The OR staff informs me that the other woman I had planned for an EGD did not arrive and that the man for prostatectomy did not arrive either. I decide to get lunch for the first time since being here. I finish rounds and then head home. At home, Rebecca is preparing the local food semma. It is a paste made of field corn flour. She also prepared a greens dish and eggs to eat with it. I stuff myself and feel satisfied. It’s very similar to the food in Cameroon but there it was with millet which I think had more nutrients. Now she is shelling beans one by one. Her help is invaluable. I miss Isiah who used to be a joyous help in Cameroon. I miss his constantly whistling and commentary about the latest soccer match or political situation or how now that Obama was president he would be coming to America because his “brother” would invite him. We would all laugh as he would explain himself wearing a black suit for the first time “black on black, it’s very handsome!!!” It was good to see him last time we were there and I miss him now.
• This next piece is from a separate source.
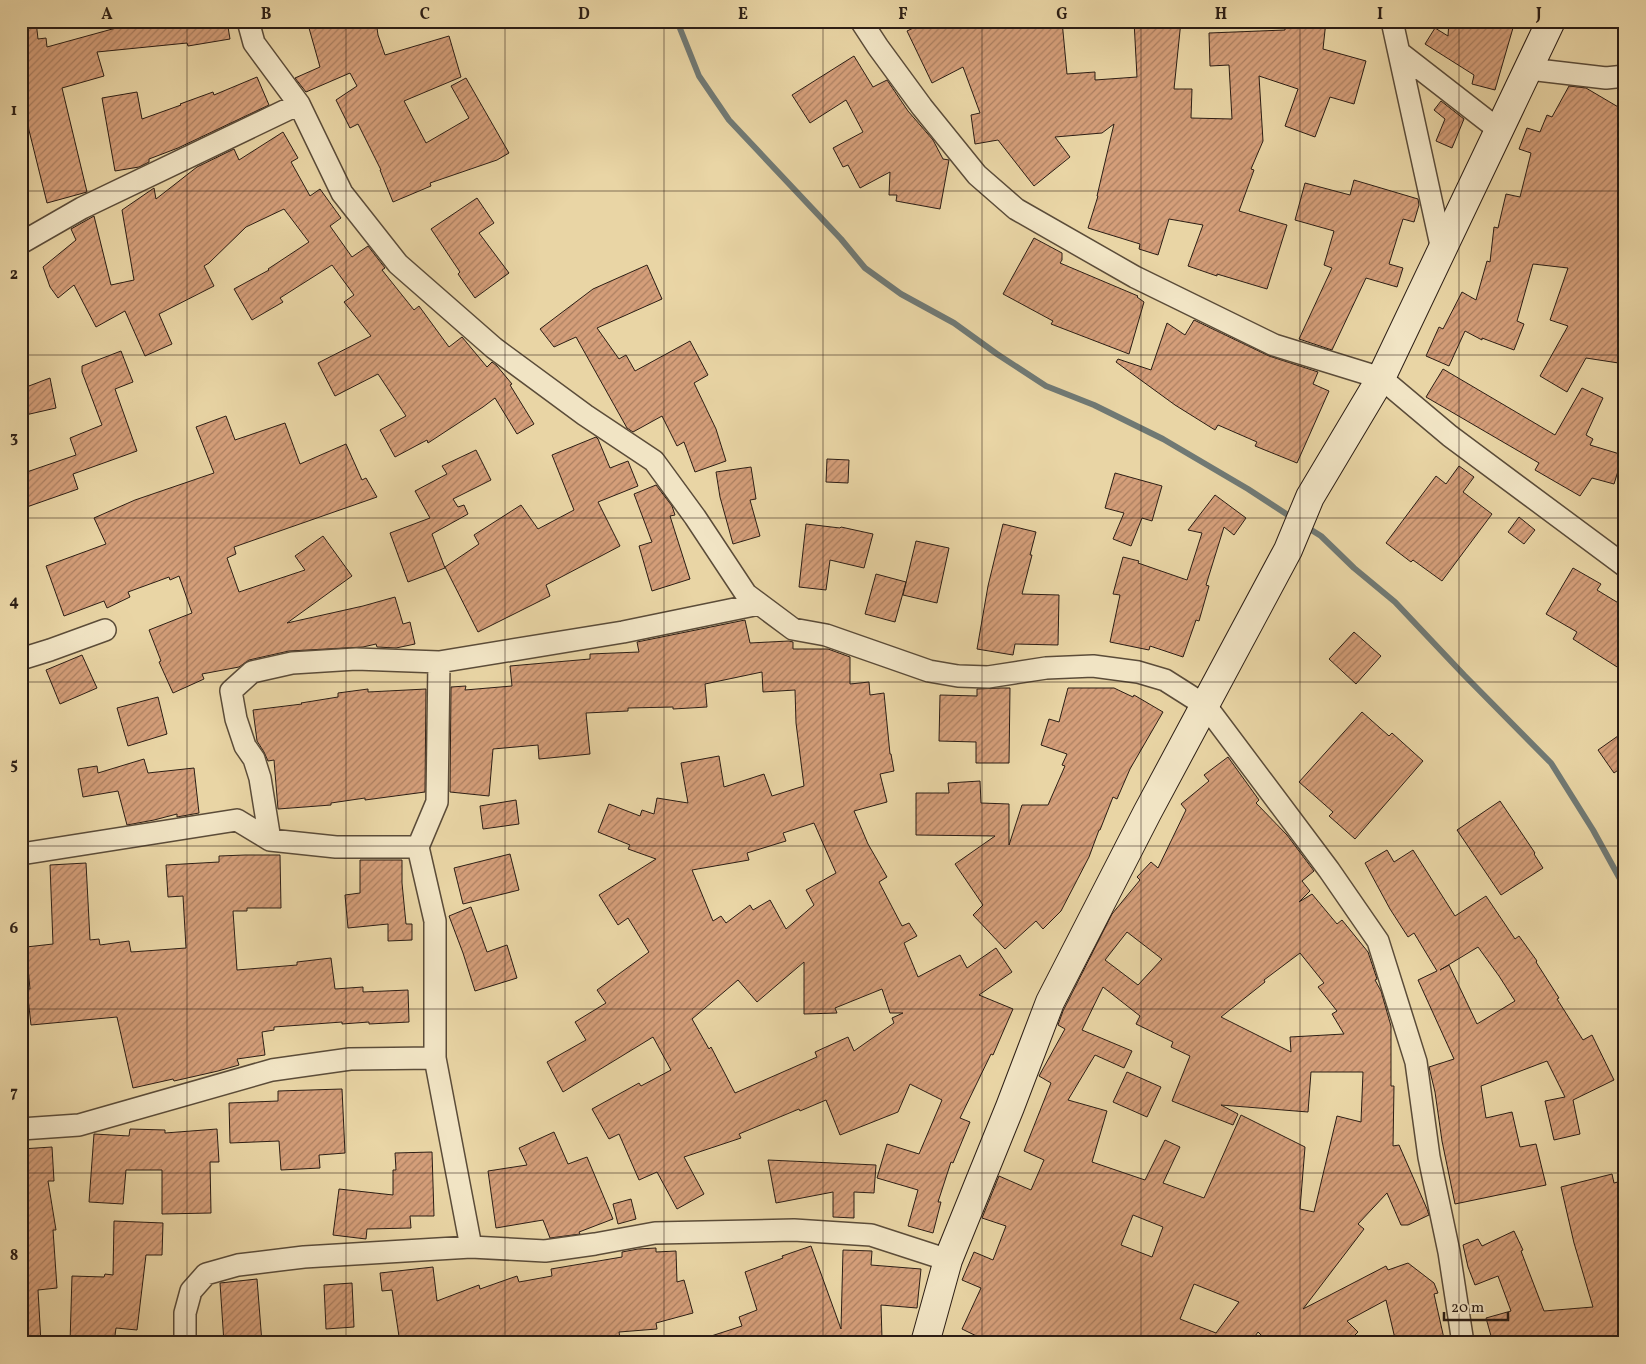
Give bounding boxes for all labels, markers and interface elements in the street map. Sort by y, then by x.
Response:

This afternoon I was called to see the pathology results of the 13 year old that had a mid transverse colon obstruction. The pathology returned invasive adenocarcinoma. This makes me very sad. She was just telling me that she wanted to go home today because she has exams starting tomorrow and didn’t want to miss them. Now I have to tell them that she has cancer, and at a high grade. I will refer her to the oncologist at the government hospital, but I am quite skeptical that they will have the appropriate chemotherapy and that it will have much effect because she had ascites from the cancer. These are things that it is very painful to have to tell my patients, and even worse when they are at the beginning of life.

Then there was a patient on the medical ward that had come in after a fall a few days ago. An X-ray was done today that showed a radial head fracture. I asked the nurse to collect the material to place a cast. After getting the materials I went to the room and found Amie attempting to do a lumbar puncture. Her “sterile” technique with sterile gloves was anything but sterile. She failed to get into the spinal canal. I re-prepped and got a new spinal needle. After two attempts I got clear fluid. The samples were taken then I addressed the arm. I wrapped his arm with gauze and then placed plaster on it, holding it in position to have the angulations I wanted.

Then I started seeing all the patients with Siti. It was a short visit with each just to see how they were doing and to make sure there were no real problems. On each ward I’d ask the nurse if there were any problem patients. They would answer no. When I did it on peds I found two patients I was very worried about. One has malaria and a fever of 104deg F. I added a second medication to help with their malaria treatment. Another 2 month old baby had been admitted today. I have been on call today and I wasn’t called. Now I know why Cristy lays eyes on each patient at night to see if there are any problems. The baby’s heart rate was 180, and breathing at 120 A MINUTE!!!! Rubs and wheezes and crackles could be heard all over the lung fields. He was getting Ampicillin and Gentamycin. I found out we could do nebulizer treatments. Then called Cristy to see if she was close and could see him. She was and so we gave him epinephrine and salbutamol treatments. The oxygen concentrator could not pump enough oxygen through the small tubing to the nose. There are no masks and the nasal canula is tiny. It pushed 1L/min through (very low).

I leave the ward tonight worrying about that baby and knowing I can do nothing more. Lord keep the devil and his minions away from this baby. Help him to live, help him to heal. We know sickness and pain was not your design and we long for the day when we will be in the New Earth (heaven) and be away from all this pain. Lord come quickly!